Film enthusiasts would rather sit through a bad meal (17%), or suffer a serious holiday mishap (9%) – than feel let down by a movie that was acclaimed by critics, research has found.

Professional critic opinions are held in high regard for movie lovers when choosing their next film to watch, with 78% spending as long as an hour reading reviews to help them make their pick.

And 59% have watched something they would not have considered otherwise, based on a rave review from a film critic.

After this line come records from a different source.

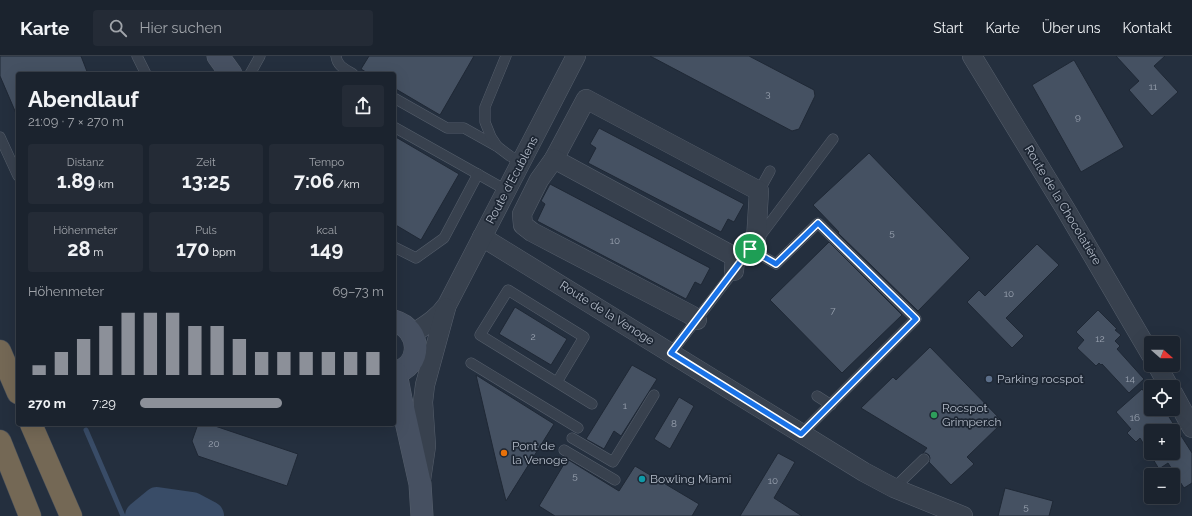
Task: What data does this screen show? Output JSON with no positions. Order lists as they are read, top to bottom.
{
  "streets": {
    "street": ["Route d'Ecublens", "Route de la Chocolatière", "Route de la Venoge"]
  },
  "crossings": [
    ["Route d'Ecublens", "Route de la Venoge"]
  ],
  "places": [
    "Parking rocspot",
    "Rocspot Grimper.ch",
    "Pont de la Venoge",
    "Bowling Miami"
  ],
  "house_numbers": [
    "11",
    "3",
    "9",
    "5",
    "10",
    "10",
    "7",
    "2",
    "12",
    "14",
    "1",
    "16",
    "8",
    "20",
    "5",
    "10",
    "5"
  ],
  "north": "right",
  "page": {
    "header": "Karte",
    "search": "Hier suchen",
    "nav": [
      "Start",
      "Karte",
      "Über uns",
      "Kontakt"
    ],
    "heading": ["Abendlauf", "21:09 · 7 × 270 m"],
    "stats": [
      ["Distanz", "1.89 km"],
      ["Zeit", "13:25"],
      ["Tempo", "7:06 /km"],
      ["Höhenmeter", "28 m"],
      ["Puls", "170 bpm"],
      ["kcal", "149"]
    ],
    "chart": ["Höhenmeter", "69–73 m"],
    "map_buttons": ["+", "−"],
    "list": [
      {
        "name": "270 m",
        "note": "7:29"
      }
    ]
  }
}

However, they don't always end up agreeing with professional opinion – as 58% have been left disappointed by a film that received a five-star review, according to the poll of 2,000 film buffs.

And on the other hand, almost two-thirds (63%) have given the benefit of the doubt to a movie that was poorly rated – and ended up being pleasantly surprised.

When doing their research on what film to watch, 74% spend up to 60 minutes watching trailers – with the length of the movie, the storyline, and who is in the cast, the most important factors in making their decision.

But six in ten have been left disappointed by a film that received five stars from critics
But six in ten have been left disappointed by a film that received five stars from critics

Sophia Ahmad, chief consumer officer at Sky UK and ROI, which commissioned the research to mark the free monthly ticket offering from Sky Cinema in partnership with Vue, said: "We know how much our customers love those goose-bump moments when watching a film they’ve been waiting for, and we know choosing one can involve serious research.

"This new offer gives people the chance to watch a movie on the big screen at no extra cost, all while still being able to enjoy an unrivalled line-up of films at home."

It also emerged that 22% have previously been put off seeing a film they were excited, about because of a bad review.

And picking their next watch is serious business, as just 36% would spend the same amount of time – up to an hour – preparing for a job interview, while 35% would spend this long getting ready for a date.

Meanwhile, only four in ten (39%) dedicate as much as 60 minutes to choosing where to go on holiday next.

Londoners take the longest to ponder over a film choice, at 37 minutes – with one in three admitting they’ve even snubbed friends for their taste in movies. But when it comes to the Scots, 18% don’t ever look at reviews before pressing play on a film.

Those aged 25-34 spend the most time reading write-ups (10 minutes) and watching trailers (nine minutes) – and are even the most likely to row with a partner about what to watch, compared to other generations (14%).

And the over-60s take the least time to prepare, as they will only spend six minutes reading up on film reviews before making their choice.

But it was also revealed 47% would trust the opinion of their partner more than they would a critic when it comes to movies.

And when it comes to disappointing movie, one in ten (9%) reckon they would get over their favourite sports team losing, quicker than they would having sat through a bad film that had received a lot of hype.

The study, conducted via, also revealed comedies, science-fiction, and rom-coms are the genres people believe critics are the harshest towards.